"""

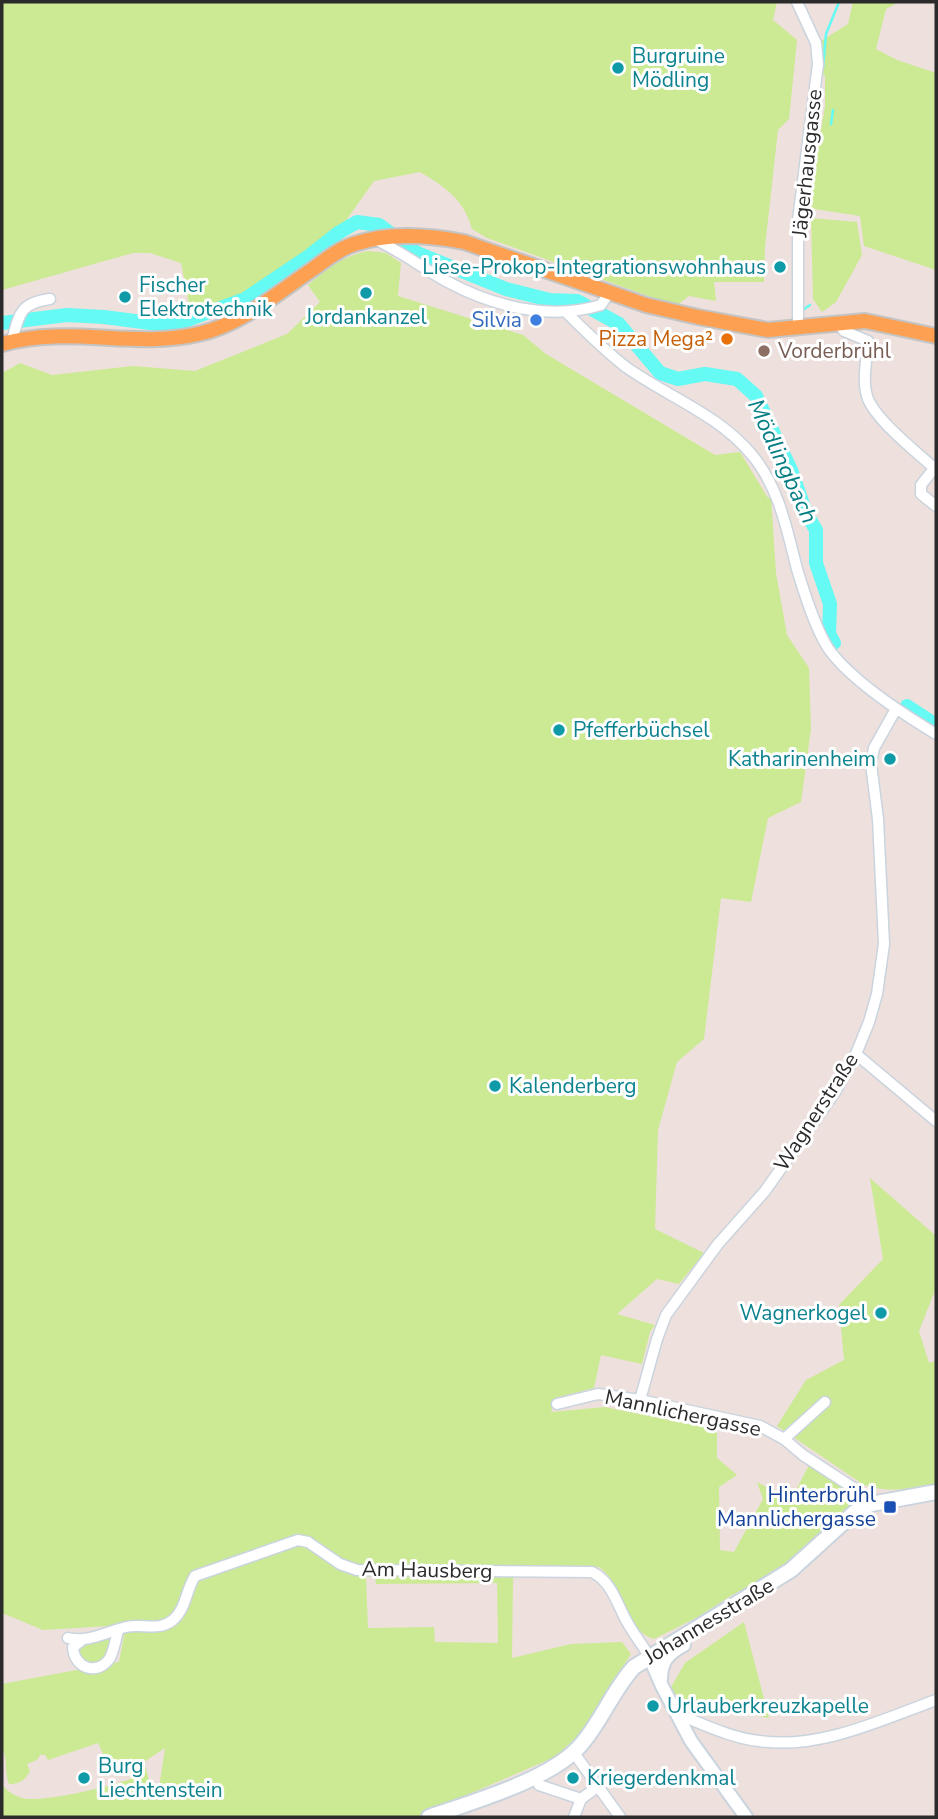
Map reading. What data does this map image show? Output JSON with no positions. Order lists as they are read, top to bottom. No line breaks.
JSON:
{"streets":{"main road":["Johannesstraße"],"street":["Jägerhausgasse","Wagnerstraße","Mannlichergasse","Am Hausberg"]},"crossings":[["Wagnerstraße","Mannlichergasse"],["Mannlichergasse","Johannesstraße"],["Am Hausberg","Johannesstraße"]],"water":["Mödlingbach"],"places":{"other":["Burgruine Mödling","Liese-Prokop-Integrationswohnhaus","Jordankanzel","Fischer Elektrotechnik","Silvia","Pizza Mega²","Vorderbrühl","Pfefferbüchsel","Katharinenheim","Kalenderberg","Wagnerkogel","Urlauberkreuzkapelle","Burg Liechtenstein","Kriegerdenkmal"],"transit":["Hinterbrühl Mannlichergasse"]}}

"""

Task item »
Reproduce the listing in full and exactly, excluding any pictures it holds.

Exercise response »
Map reading. What data does this map image show? Output JSON with no positions. Order lists as they are read, top to bottom. No line breaks.
JSON:
{"streets":{"main road":["Johannesstraße"],"street":["Jägerhausgasse","Wagnerstraße","Mannlichergasse","Am Hausberg"]},"crossings":[["Wagnerstraße","Mannlichergasse"],["Mannlichergasse","Johannesstraße"],["Am Hausberg","Johannesstraße"]],"water":["Mödlingbach"],"places":{"other":["Burgruine Mödling","Liese-Prokop-Integrationswohnhaus","Jordankanzel","Fischer Elektrotechnik","Silvia","Pizza Mega²","Vorderbrühl","Pfefferbüchsel","Katharinenheim","Kalenderberg","Wagnerkogel","Urlauberkreuzkapelle","Burg Liechtenstein","Kriegerdenkmal"],"transit":["Hinterbrühl Mannlichergasse"]}}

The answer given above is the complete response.